Exercise directions: Filtering the records below, copy only those lines that include the word "background".

Exercise materials:
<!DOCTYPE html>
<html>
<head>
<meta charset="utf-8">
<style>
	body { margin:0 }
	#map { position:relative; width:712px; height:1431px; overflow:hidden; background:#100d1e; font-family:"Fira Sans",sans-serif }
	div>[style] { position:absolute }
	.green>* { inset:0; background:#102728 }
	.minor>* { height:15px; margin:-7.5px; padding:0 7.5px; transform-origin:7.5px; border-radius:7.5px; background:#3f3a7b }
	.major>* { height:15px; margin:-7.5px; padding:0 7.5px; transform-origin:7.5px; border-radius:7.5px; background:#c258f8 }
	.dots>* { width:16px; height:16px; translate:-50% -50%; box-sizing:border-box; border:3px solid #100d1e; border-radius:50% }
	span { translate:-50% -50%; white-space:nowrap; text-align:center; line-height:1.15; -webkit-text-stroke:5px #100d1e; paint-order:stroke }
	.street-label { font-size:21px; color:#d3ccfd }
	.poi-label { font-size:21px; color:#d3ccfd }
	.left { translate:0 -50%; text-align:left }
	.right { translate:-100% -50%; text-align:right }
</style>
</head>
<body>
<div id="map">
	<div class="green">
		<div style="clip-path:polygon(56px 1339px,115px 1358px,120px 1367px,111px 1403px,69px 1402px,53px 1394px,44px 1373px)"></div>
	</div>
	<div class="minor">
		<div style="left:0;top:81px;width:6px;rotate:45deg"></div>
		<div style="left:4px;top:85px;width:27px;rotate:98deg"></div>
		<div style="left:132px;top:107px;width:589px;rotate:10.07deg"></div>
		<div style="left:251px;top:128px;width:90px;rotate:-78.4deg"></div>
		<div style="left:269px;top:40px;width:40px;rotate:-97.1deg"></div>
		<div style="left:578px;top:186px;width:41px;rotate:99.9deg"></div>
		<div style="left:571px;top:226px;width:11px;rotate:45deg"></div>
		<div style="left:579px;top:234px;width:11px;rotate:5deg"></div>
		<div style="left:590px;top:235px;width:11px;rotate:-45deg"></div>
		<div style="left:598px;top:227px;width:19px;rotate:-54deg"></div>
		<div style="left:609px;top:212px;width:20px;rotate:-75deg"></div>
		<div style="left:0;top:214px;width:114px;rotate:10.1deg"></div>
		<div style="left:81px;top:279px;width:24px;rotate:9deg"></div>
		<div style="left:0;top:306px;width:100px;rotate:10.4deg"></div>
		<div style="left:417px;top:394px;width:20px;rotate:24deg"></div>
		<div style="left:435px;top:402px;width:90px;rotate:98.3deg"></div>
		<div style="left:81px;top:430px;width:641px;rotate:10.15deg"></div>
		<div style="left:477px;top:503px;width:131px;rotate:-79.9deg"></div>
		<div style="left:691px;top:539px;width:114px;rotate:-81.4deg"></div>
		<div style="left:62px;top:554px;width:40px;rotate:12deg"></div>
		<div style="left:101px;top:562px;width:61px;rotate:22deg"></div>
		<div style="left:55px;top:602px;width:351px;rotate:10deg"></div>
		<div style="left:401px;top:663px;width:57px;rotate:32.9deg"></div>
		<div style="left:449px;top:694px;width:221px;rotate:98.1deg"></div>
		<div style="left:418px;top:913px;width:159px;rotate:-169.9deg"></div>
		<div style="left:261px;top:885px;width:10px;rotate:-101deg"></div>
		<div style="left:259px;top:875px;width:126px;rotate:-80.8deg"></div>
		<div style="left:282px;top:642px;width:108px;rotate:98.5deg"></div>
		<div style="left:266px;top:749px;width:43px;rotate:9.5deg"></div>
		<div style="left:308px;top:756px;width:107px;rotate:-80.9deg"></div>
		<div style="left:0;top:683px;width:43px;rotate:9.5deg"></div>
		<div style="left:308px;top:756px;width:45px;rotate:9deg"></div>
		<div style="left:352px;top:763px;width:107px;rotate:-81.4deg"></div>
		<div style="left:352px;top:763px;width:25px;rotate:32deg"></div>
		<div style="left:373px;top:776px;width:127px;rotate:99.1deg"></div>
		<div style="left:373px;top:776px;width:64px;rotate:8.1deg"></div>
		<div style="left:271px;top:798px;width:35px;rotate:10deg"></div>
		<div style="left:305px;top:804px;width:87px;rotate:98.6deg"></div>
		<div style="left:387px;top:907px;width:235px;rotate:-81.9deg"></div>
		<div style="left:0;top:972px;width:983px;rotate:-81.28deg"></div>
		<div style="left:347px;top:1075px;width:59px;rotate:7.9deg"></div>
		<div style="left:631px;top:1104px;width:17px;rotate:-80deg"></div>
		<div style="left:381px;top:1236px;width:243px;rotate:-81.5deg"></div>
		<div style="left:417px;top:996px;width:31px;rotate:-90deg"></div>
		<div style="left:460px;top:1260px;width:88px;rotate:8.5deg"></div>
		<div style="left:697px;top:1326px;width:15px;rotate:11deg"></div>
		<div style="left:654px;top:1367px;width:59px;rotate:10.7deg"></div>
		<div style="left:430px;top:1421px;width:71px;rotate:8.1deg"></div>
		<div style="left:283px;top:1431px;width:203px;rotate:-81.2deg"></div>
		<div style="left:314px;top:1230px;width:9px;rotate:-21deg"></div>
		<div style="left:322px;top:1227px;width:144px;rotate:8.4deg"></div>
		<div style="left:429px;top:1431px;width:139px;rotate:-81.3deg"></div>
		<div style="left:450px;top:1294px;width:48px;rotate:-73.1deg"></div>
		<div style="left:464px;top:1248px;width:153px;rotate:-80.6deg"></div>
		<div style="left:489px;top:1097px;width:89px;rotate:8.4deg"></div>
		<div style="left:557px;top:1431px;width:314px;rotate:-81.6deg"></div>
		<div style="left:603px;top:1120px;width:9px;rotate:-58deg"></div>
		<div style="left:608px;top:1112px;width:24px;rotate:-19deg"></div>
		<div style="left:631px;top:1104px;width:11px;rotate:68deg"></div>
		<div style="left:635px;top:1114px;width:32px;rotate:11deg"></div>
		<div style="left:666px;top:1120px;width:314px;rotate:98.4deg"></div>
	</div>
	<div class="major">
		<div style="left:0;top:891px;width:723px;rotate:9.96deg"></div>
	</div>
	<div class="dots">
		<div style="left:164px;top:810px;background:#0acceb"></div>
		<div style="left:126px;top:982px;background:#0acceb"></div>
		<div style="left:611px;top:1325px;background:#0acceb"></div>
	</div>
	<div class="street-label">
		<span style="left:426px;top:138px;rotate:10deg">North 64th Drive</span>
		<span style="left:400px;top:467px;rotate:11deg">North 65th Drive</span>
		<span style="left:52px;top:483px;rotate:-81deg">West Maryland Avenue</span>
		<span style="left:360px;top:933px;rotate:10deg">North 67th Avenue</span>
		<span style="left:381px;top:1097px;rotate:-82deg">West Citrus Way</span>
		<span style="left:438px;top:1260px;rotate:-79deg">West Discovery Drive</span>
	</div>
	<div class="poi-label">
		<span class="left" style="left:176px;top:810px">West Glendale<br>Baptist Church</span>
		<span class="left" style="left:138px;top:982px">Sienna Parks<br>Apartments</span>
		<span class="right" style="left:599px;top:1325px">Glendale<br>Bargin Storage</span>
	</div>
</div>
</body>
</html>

Expected output:
	#map { position:relative; width:712px; height:1431px; overflow:hidden; background:#100d1e; font-family:"Fira Sans",sans-serif }
	.green>* { inset:0; background:#102728 }
	.minor>* { height:15px; margin:-7.5px; padding:0 7.5px; transform-origin:7.5px; border-radius:7.5px; background:#3f3a7b }
	.major>* { height:15px; margin:-7.5px; padding:0 7.5px; transform-origin:7.5px; border-radius:7.5px; background:#c258f8 }
		<div style="left:164px;top:810px;background:#0acceb"></div>
		<div style="left:126px;top:982px;background:#0acceb"></div>
		<div style="left:611px;top:1325px;background:#0acceb"></div>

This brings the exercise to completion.